Some time ago, a bank president shared with me that his sales team was not using their new Customer Relationship Management (CRM) software. I asked him why not and he told me that the CRM had over 80 possible fields and was overwhelming to use.
It turns out the sales team simply did not have the time or computer access to use the CRM software correctly. They were only using about 10 percent of the software’s capabilities! Since no one took the time to consult with the team or understand their sales process beforehand, the bank was now locked into a lengthy, expensive CRM contract that was hard to break.
So, how do CRM software and other programs relate to successful content marketing? First, let me take a minute to define content marketing.
Wait… Isn’t Content Marketing Just a Program?
Easy answer? No, but let’s dig a little deeper.
Content marketing is the process of developing and sharing relevant, valuable and engaging content with a target audience in order to acquire new audiences or deepen relationships with existing customers.
It’s the vital link between customer awareness, action and sales conversion.
From the conversations I’ve had, it’s a common misconception that content marketing is simply a software program. Although software is a valuable part of managing and tracking the results of content marketing efforts, it’s only one part of the process.
The key to content marketing is to have an ongoing, consistent strategy. When there’s a solid understanding of what makes your audiences tick, producing and delivering engaging content can easily complement your audiences’ natural buying cycles.

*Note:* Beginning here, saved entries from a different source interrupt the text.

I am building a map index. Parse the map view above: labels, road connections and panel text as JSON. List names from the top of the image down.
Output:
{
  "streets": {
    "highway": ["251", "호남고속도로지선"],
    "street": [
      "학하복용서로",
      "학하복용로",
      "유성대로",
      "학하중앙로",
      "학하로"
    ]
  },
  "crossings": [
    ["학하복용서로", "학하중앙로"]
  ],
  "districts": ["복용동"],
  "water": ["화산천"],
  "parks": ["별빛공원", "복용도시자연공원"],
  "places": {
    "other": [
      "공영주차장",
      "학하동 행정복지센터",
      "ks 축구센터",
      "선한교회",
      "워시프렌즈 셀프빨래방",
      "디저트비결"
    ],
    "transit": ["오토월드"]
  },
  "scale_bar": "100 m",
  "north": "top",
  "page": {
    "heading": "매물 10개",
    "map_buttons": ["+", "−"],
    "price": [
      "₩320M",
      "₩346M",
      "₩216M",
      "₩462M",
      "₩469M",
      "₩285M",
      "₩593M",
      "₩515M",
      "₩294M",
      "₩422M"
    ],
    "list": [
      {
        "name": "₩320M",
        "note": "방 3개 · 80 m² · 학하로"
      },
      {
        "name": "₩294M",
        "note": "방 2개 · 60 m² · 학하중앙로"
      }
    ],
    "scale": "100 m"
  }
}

Consider this. A prospect has the potential to interact with your earned media (public relations efforts), owned media (blog, newsletters, videos), shared media (social media), and paid media (display ads, advertorials, Google AdWords). This interaction needs to be positive, consistent and well thought-out.
You also need to think about how you want to position your brand.
- Who are your target audiences? Where do they look for information?
- How do you integrate information about your products and services into engaging content?
- What content format will have the most impact? When do you deliver this content?
- How will your sales team interact with and leverage the content to amplify your sales process?
- How will you measure the success of your content marketing efforts?
You get the point.
You need to be smart about the content you’re producing to add value to your prospect’s decision-making process. And, it’s important to understand that great content can also exist in a variety of forms — videos, infographics, slide decks, press releases, product demos, e-books, games, case studies.
There is no shortcut to great content. It takes work, dedication, creativity and expertise. The challenge is to select formats that will resonate with your audiences.
By delivering outstanding, crafted content when your audiences are looking for it, you’re better able to address their needs and wants in a positive way at the right time.
It’s about creating a relationship, not a transaction so align your content to their buying cycle, don’t push your sales cycle on them.
When Does Software Come into Play?
There are hundreds of software programs to choose from that can ensure you receive relevant information to make right, ongoing adjustments to your content strategy.
Once you have your strategy and objectives in-hand, you can determine what software needs can be applied to specific tasks or measurements of an ongoing content marketing program. But before you decide if you even need software, you need to set your content marketing goals.
Similar to my earlier CRM example, you shouldn’t start a program without first planning your strategy. A strategy of any kind with only a software program, and no sense of strategy, will produce mediocre results.
Like selecting a CRM, you need to take the time to understand the situation, determine your goals, and what tactics and tools you need to get there.
Content marketing software can deliver and organize content, optimize conversations and measure results, but cannot take the place of a good strategy, relevant and engaging content, and understanding audience segments.
When you’re looking at content marketing for your business, research and strategy will ultimately help you create a roadmap to results. Have a process to develop meaningful content, use that content to enhance your existing marketing efforts, and then evaluate software programs that can help you deliver content and measure success.